Give back exactly the lines starting at the one with "Input: one rendered" and ending at the last line of the data below. Pictures are not part of the copy.

*** Opening of THE INPUT ***

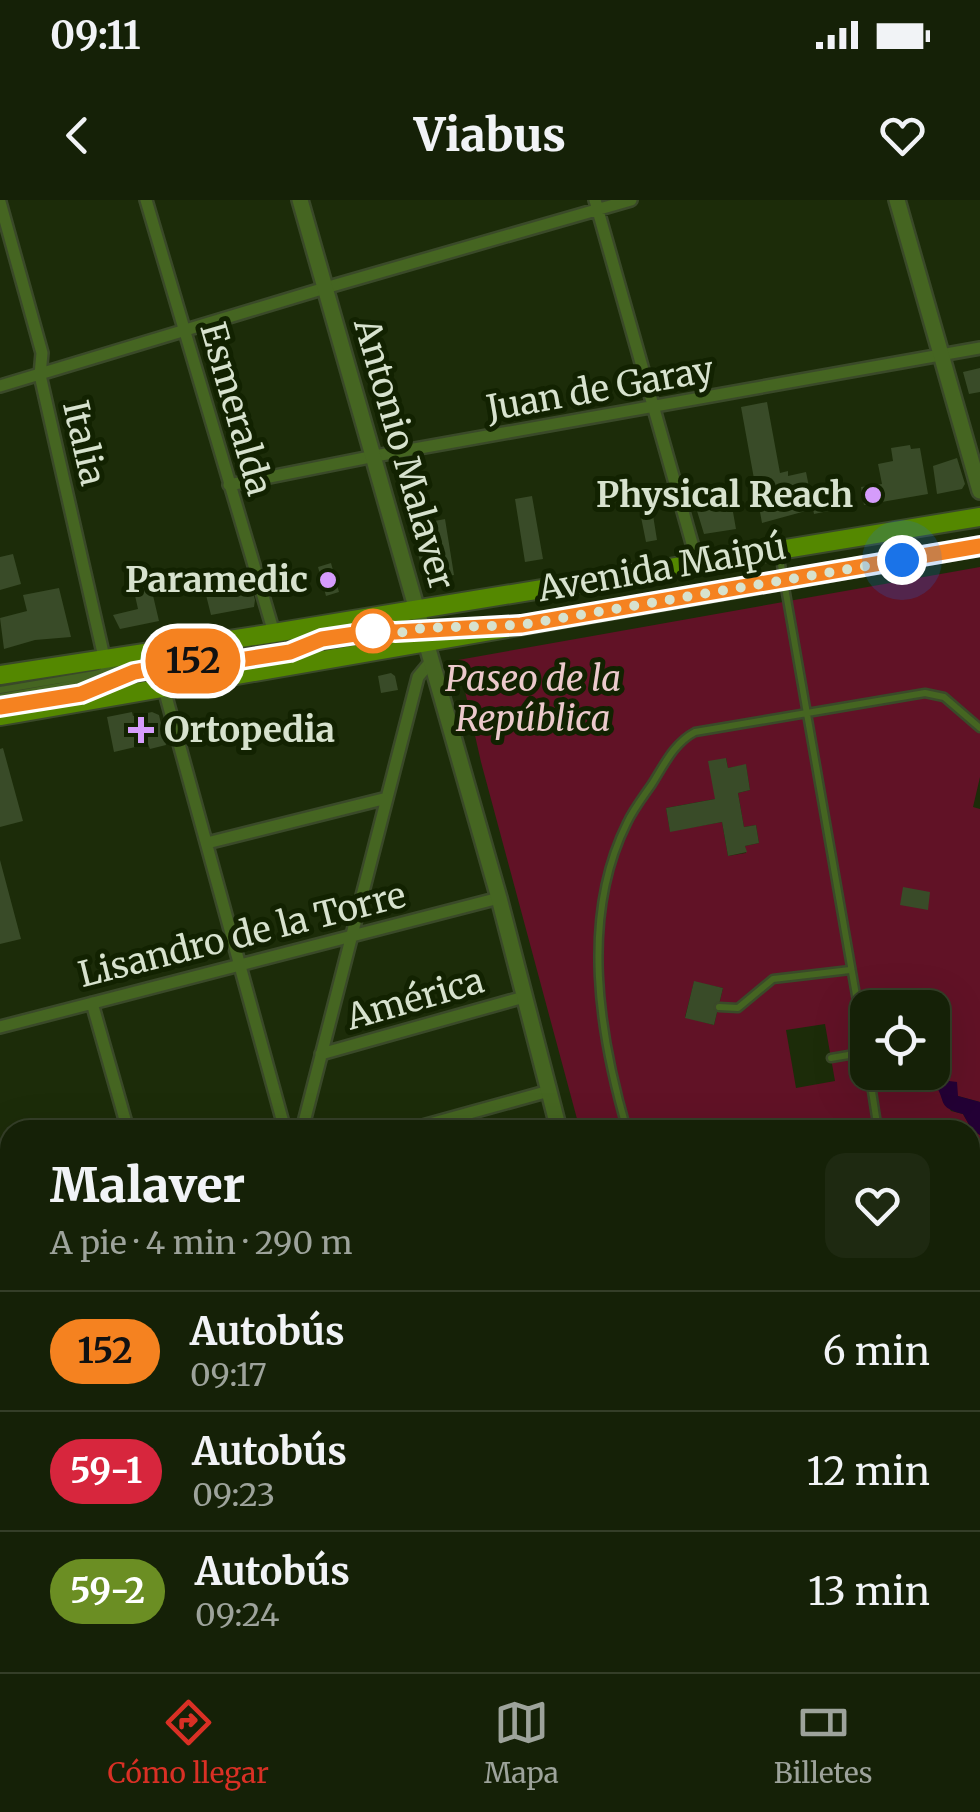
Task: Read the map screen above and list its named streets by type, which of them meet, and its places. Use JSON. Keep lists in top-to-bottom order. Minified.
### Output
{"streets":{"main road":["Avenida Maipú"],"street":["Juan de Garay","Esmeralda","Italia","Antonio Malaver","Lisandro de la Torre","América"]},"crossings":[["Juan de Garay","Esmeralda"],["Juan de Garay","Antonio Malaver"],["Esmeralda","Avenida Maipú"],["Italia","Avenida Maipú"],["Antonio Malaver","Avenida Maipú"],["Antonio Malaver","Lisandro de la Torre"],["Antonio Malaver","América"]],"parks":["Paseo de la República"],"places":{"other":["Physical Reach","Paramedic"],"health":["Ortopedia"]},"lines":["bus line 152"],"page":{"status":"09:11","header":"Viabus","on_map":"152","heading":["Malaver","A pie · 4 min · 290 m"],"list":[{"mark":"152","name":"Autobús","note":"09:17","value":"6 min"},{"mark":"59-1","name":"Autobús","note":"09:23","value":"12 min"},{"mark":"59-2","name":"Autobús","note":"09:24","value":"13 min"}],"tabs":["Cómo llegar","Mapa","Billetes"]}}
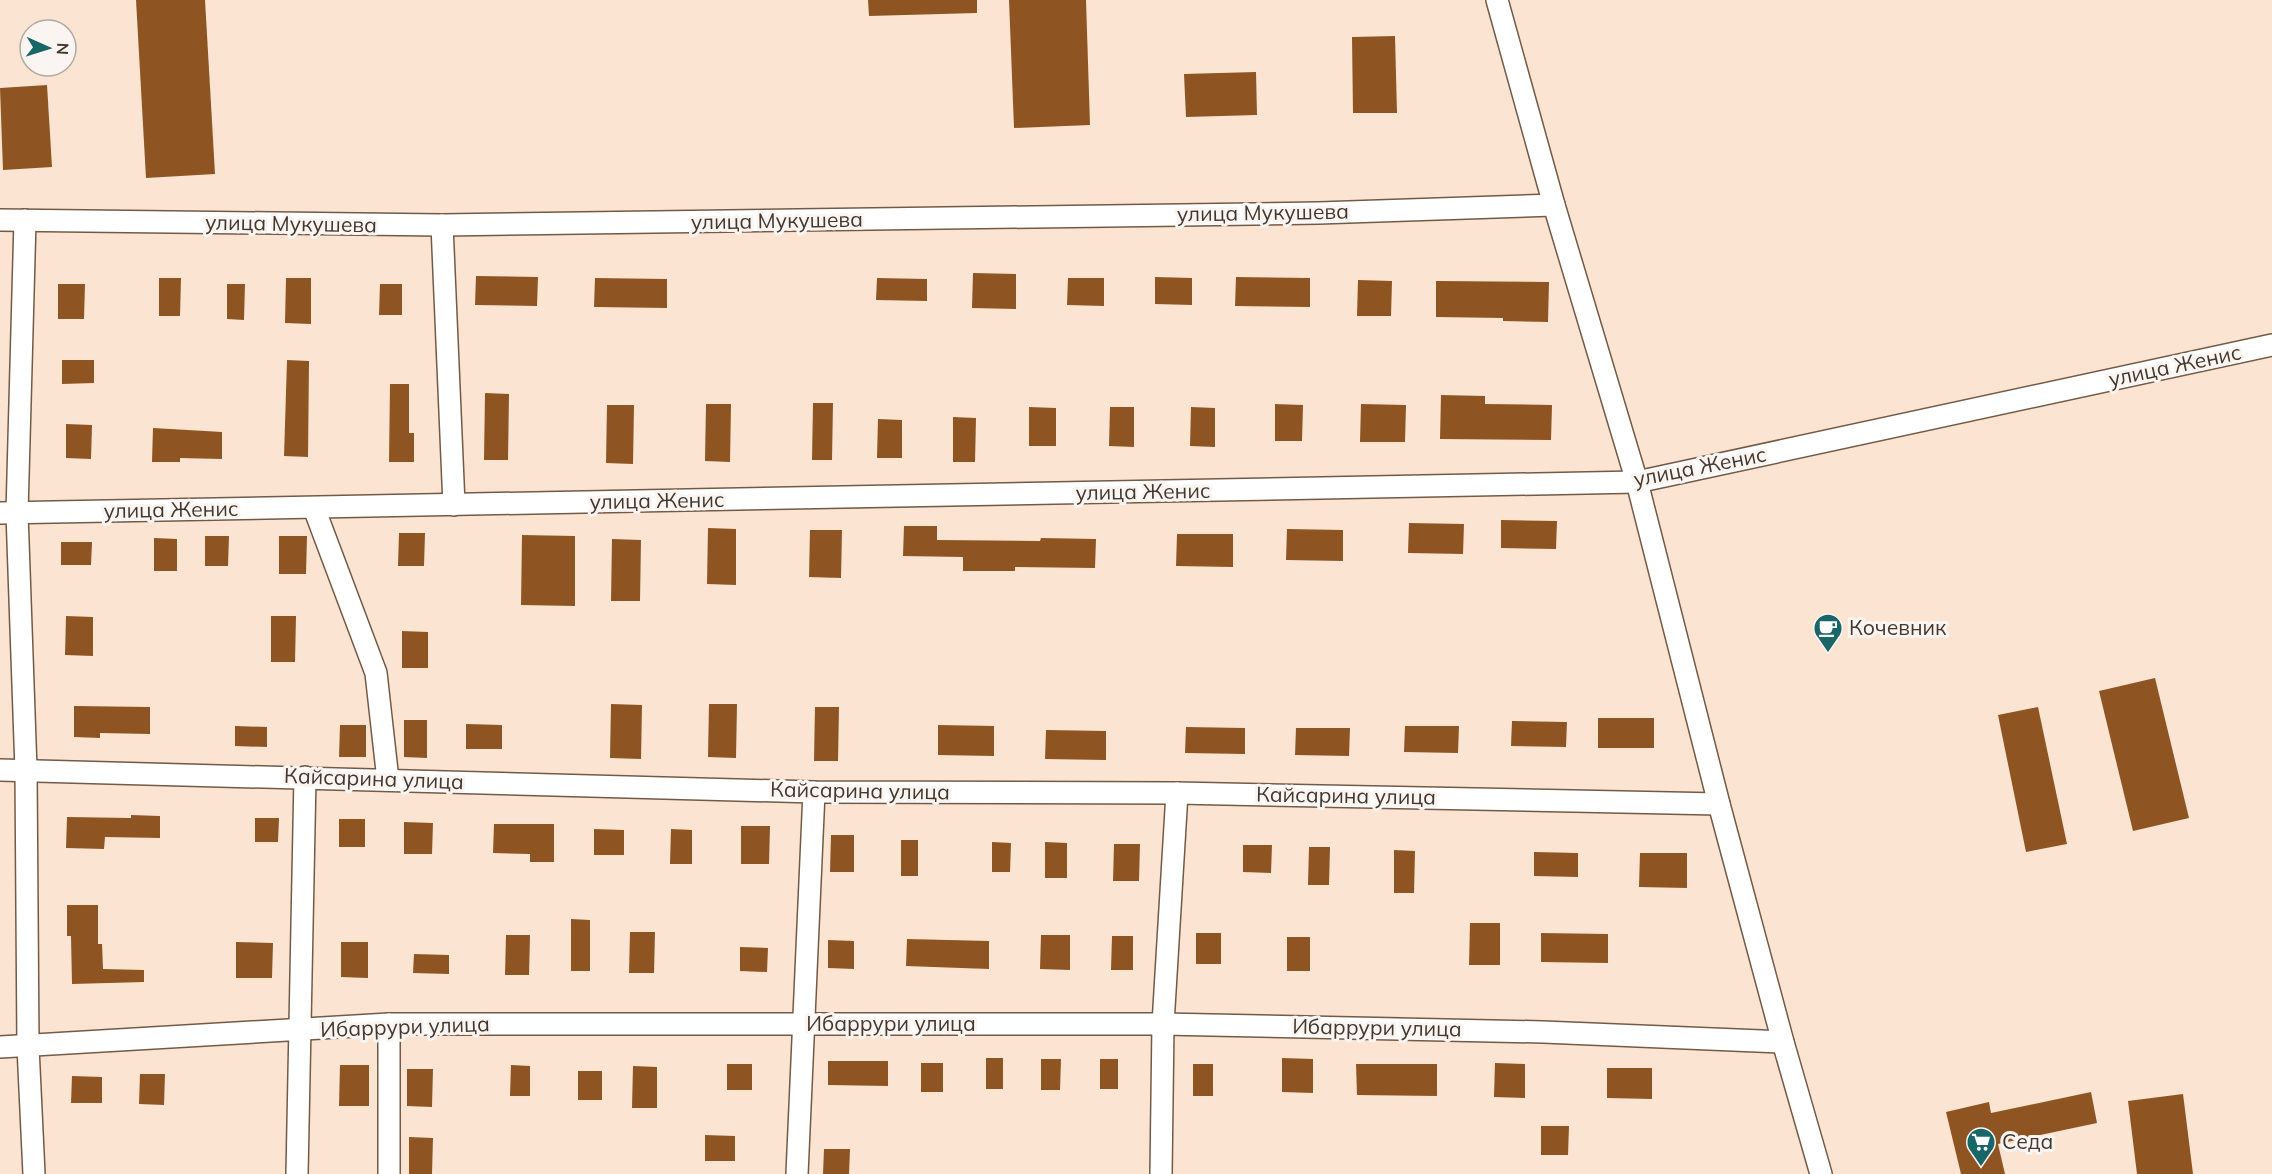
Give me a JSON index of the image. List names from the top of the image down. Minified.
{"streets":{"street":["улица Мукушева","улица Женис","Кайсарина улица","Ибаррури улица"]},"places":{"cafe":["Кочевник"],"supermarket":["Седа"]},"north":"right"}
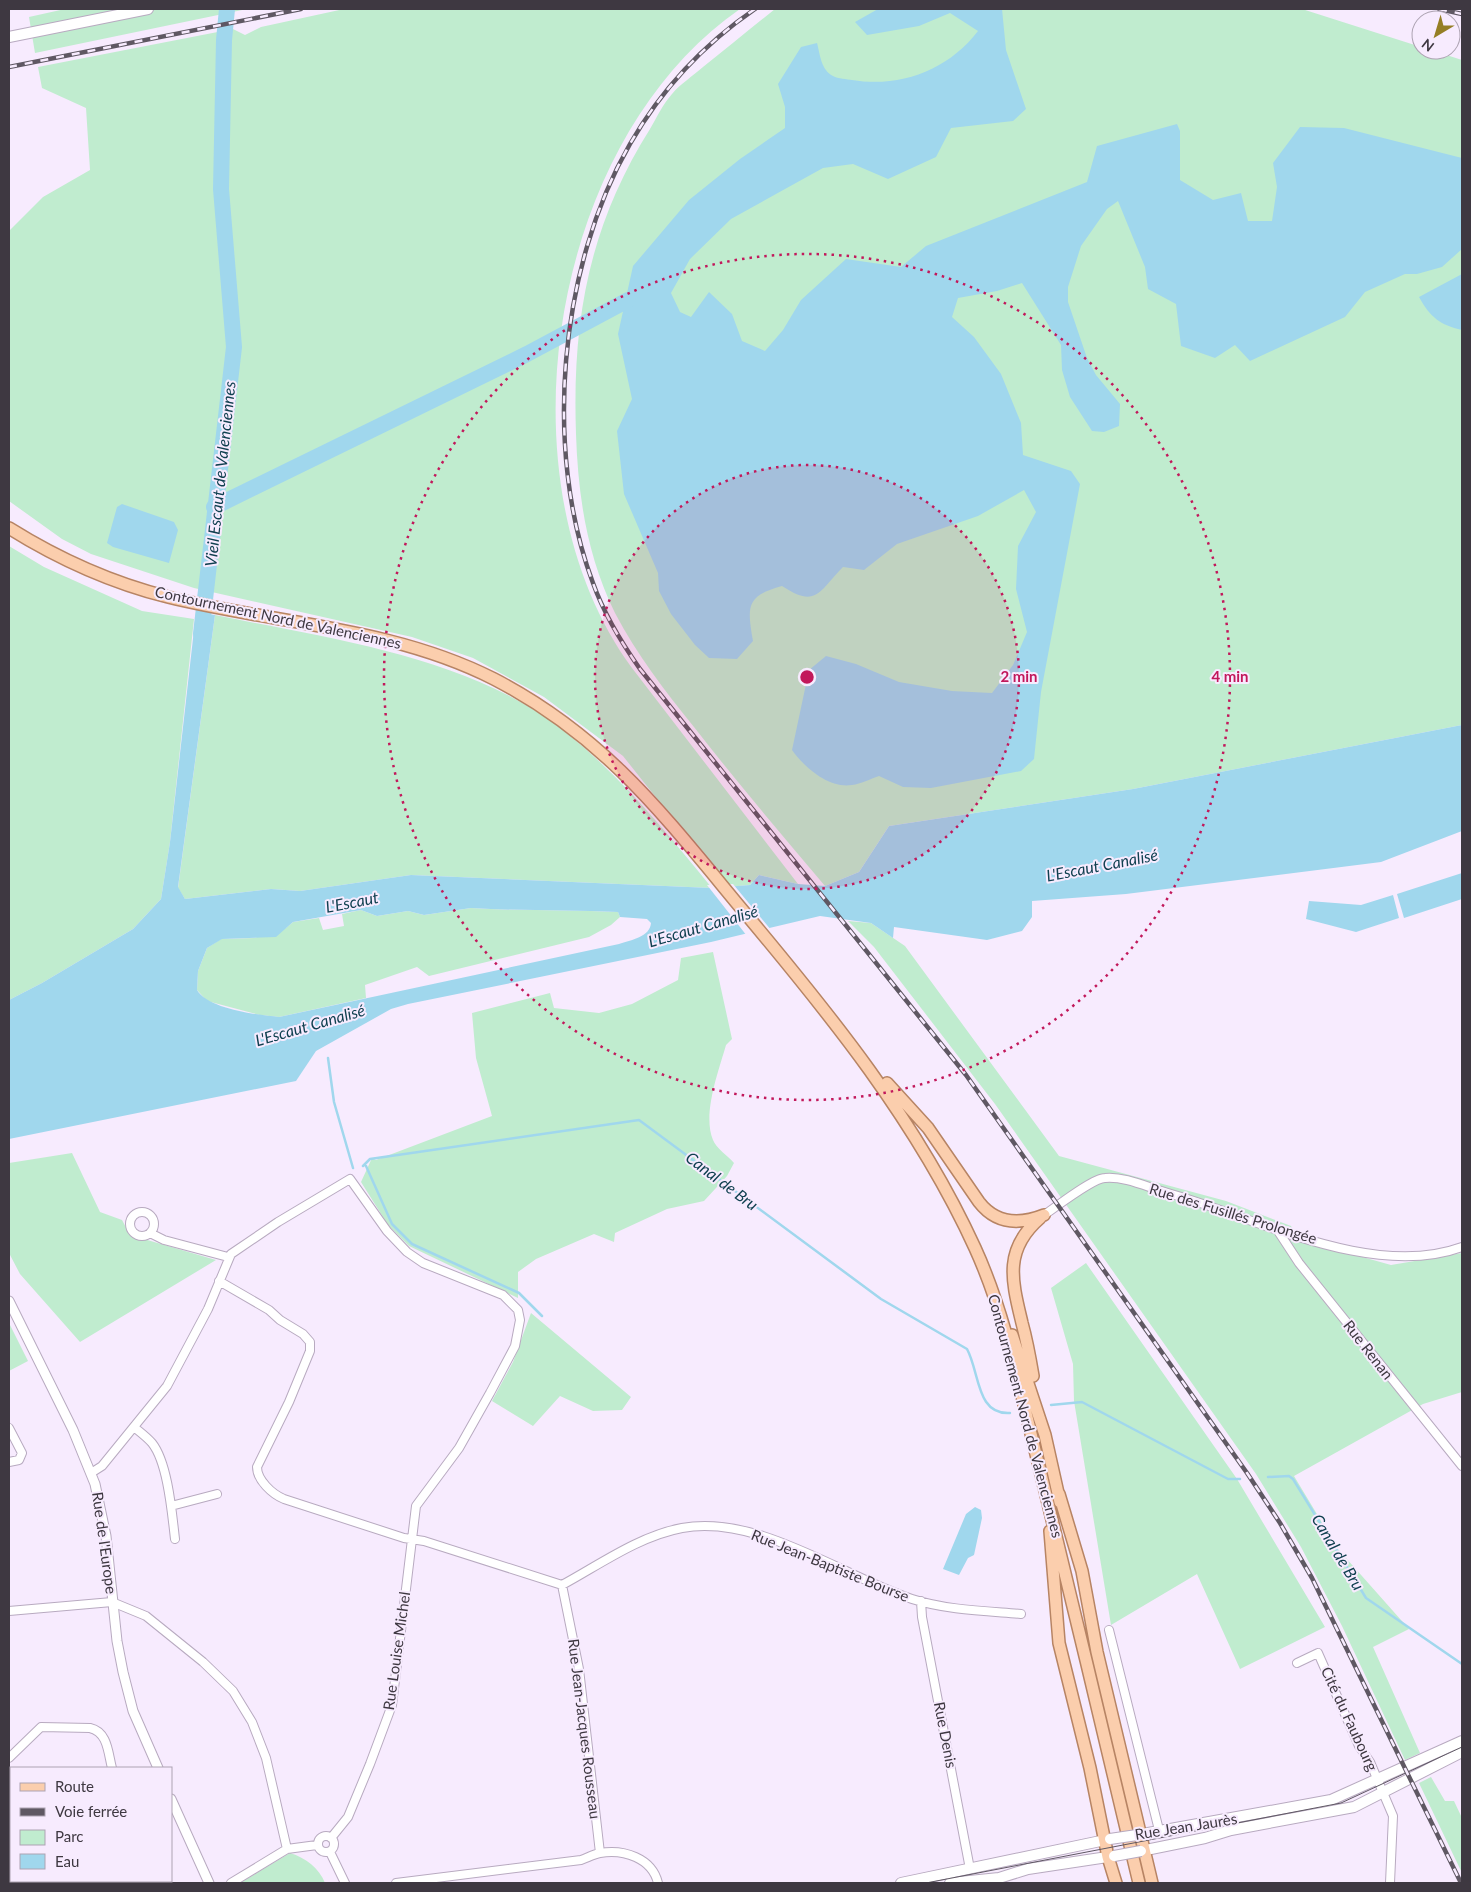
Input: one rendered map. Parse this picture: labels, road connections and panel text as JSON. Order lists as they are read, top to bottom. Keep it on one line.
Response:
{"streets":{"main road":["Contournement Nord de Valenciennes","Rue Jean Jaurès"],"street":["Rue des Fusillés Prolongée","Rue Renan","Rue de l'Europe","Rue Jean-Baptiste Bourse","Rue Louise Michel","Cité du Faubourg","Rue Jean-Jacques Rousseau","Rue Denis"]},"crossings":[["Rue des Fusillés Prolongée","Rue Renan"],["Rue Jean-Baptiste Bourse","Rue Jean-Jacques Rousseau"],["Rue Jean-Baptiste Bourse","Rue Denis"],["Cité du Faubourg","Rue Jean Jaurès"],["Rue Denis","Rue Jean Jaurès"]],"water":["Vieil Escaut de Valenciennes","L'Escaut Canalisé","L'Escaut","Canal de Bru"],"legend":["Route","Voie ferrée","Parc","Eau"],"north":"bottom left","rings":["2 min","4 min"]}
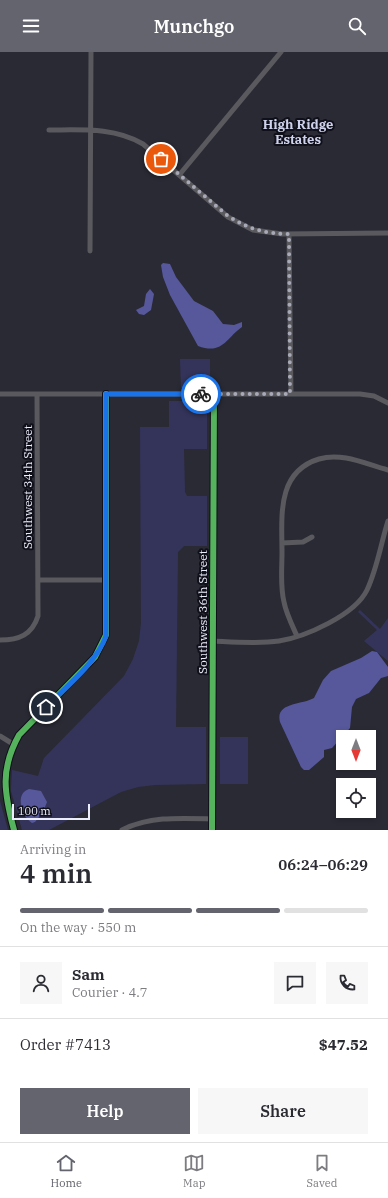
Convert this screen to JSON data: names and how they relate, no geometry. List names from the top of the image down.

*** Close of THE INPUT ***

■ PROBLEM SOLUTION
Input: one rendered map. Parse this picture: labels, road connections and panel text as JSON. Order lists as they are read, top to bottom. Keep it on one line.
Response:
{"streets":{"main road":["Contournement Nord de Valenciennes","Rue Jean Jaurès"],"street":["Rue des Fusillés Prolongée","Rue Renan","Rue de l'Europe","Rue Jean-Baptiste Bourse","Rue Louise Michel","Cité du Faubourg","Rue Jean-Jacques Rousseau","Rue Denis"]},"crossings":[["Rue des Fusillés Prolongée","Rue Renan"],["Rue Jean-Baptiste Bourse","Rue Jean-Jacques Rousseau"],["Rue Jean-Baptiste Bourse","Rue Denis"],["Cité du Faubourg","Rue Jean Jaurès"],["Rue Denis","Rue Jean Jaurès"]],"water":["Vieil Escaut de Valenciennes","L'Escaut Canalisé","L'Escaut","Canal de Bru"],"legend":["Route","Voie ferrée","Parc","Eau"],"north":"bottom left","rings":["2 min","4 min"]}
Convert this screen to JSON data: names and how they relate, no geometry. List names from the top of the image down.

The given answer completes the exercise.